The vote on the Senate bill (SB 2C) was 26-12, with the Republicans, who
control the Legislature, voting for it and most Democrats against.
Debate on the Senate bill came a day after the House passed its plan. The
Senate and House will have to work out differences between the plans over
the weekend, and hope to vote on a final product next week.
The economy shrunk over the summer, and forecasts for incoming taxes
have dropped by $1.3 billion since lawmakers wrote the budget for the
current fiscal year back in the spring.
Republicans said they swallowed a difficult pill, but were able to avoid what
might have been far tougher cuts, largely by delaying a tax break and
dipping into the state's rainy-day fund.
"No one likes the cuts we've made, no one takes pride in the fact that we
have whittled away what we ... had put in to begin with," said Senate
Majority Leader Jim King, R-Jacksonville. "But there's no wooden stake
driven into any program that we know of. Will some programs have to
tighten their belts? Yes."
But Democrats said the cuts would condemn school children to crowded
classrooms and hurt the neediest Floridians.

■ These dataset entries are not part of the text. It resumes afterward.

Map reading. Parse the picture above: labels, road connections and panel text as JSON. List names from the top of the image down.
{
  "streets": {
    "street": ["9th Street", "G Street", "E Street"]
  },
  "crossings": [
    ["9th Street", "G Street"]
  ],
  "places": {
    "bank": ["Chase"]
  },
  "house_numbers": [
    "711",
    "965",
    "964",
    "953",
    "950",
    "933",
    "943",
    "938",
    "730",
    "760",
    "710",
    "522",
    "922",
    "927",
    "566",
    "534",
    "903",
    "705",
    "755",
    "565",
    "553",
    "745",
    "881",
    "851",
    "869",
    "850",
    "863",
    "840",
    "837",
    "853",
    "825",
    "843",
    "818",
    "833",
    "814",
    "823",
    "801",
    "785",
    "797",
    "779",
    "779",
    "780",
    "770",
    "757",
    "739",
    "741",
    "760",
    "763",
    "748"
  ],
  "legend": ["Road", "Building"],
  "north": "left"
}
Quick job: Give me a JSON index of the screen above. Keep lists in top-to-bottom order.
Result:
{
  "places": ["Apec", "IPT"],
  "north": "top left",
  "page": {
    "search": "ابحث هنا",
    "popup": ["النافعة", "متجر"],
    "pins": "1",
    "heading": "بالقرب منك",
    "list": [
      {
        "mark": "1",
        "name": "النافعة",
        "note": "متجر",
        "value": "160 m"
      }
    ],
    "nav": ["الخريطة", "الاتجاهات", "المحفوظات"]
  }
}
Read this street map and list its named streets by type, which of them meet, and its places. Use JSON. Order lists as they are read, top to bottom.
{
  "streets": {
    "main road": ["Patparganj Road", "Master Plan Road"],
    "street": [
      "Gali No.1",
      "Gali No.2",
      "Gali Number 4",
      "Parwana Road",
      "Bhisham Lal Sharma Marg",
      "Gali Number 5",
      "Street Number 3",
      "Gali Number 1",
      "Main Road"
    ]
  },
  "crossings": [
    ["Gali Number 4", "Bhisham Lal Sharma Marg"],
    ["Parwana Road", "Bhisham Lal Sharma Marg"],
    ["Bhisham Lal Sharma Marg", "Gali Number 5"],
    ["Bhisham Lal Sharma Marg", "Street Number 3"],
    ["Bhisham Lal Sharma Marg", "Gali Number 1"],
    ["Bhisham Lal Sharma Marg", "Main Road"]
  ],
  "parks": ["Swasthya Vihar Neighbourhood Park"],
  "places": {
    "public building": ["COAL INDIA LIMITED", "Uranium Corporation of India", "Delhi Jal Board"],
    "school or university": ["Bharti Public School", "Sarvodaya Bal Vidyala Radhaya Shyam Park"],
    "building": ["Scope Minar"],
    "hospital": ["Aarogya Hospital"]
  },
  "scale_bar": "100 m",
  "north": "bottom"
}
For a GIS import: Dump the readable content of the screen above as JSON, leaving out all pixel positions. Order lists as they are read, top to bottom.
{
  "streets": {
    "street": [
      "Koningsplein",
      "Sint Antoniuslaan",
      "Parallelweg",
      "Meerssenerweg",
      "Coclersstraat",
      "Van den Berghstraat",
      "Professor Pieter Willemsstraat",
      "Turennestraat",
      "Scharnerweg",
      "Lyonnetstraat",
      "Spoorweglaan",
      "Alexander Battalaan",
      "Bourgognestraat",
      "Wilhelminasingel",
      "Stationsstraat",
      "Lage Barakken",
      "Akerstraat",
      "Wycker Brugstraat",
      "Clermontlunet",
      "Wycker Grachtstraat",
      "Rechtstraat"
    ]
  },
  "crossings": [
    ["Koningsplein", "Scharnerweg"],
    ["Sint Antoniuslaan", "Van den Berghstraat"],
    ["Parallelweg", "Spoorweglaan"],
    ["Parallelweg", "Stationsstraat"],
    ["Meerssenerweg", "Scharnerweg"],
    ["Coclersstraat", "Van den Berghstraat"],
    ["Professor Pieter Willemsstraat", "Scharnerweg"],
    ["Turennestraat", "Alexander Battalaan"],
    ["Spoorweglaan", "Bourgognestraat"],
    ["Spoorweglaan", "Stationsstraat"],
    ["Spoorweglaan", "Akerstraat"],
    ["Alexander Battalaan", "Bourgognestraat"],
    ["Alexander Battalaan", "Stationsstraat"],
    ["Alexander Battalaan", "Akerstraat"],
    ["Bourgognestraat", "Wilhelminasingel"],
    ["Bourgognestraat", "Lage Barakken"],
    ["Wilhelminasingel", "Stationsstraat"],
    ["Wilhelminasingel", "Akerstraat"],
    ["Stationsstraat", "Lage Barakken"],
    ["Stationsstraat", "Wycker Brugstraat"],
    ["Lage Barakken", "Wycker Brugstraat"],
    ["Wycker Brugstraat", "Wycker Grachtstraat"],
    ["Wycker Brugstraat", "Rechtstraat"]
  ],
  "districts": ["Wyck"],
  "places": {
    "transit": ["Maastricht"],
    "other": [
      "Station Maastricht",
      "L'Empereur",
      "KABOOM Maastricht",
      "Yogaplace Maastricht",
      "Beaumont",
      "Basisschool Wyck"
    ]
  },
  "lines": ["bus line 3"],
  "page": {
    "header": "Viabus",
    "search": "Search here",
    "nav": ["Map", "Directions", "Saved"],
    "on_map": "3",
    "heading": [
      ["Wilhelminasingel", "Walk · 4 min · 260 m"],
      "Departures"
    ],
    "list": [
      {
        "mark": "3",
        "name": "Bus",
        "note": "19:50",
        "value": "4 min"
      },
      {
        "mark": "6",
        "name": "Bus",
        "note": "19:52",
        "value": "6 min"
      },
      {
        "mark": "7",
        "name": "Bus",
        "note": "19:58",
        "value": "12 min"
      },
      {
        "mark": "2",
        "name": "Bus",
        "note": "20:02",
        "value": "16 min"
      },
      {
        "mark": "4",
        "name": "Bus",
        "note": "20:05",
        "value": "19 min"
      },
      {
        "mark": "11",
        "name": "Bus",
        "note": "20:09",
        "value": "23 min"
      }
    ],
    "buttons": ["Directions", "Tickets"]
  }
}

"There are times when we must draw a line in the sand and say, 'This far
and no farther,'" said Sen. Debbie Wasserman-Schultz, D-Weston. "(
would have drawn that line much farther back.... I believe in my heart we
will be hurting people, real people."
The Senate Democratic Leader, Tom Rossin, said the cuts would be worst
for school children.
"We are going to be, after these cuts, the 50th state in the union in terms of
funding education, and I'm ashamed of that," said Rossin, D-Royal Palm
Beach.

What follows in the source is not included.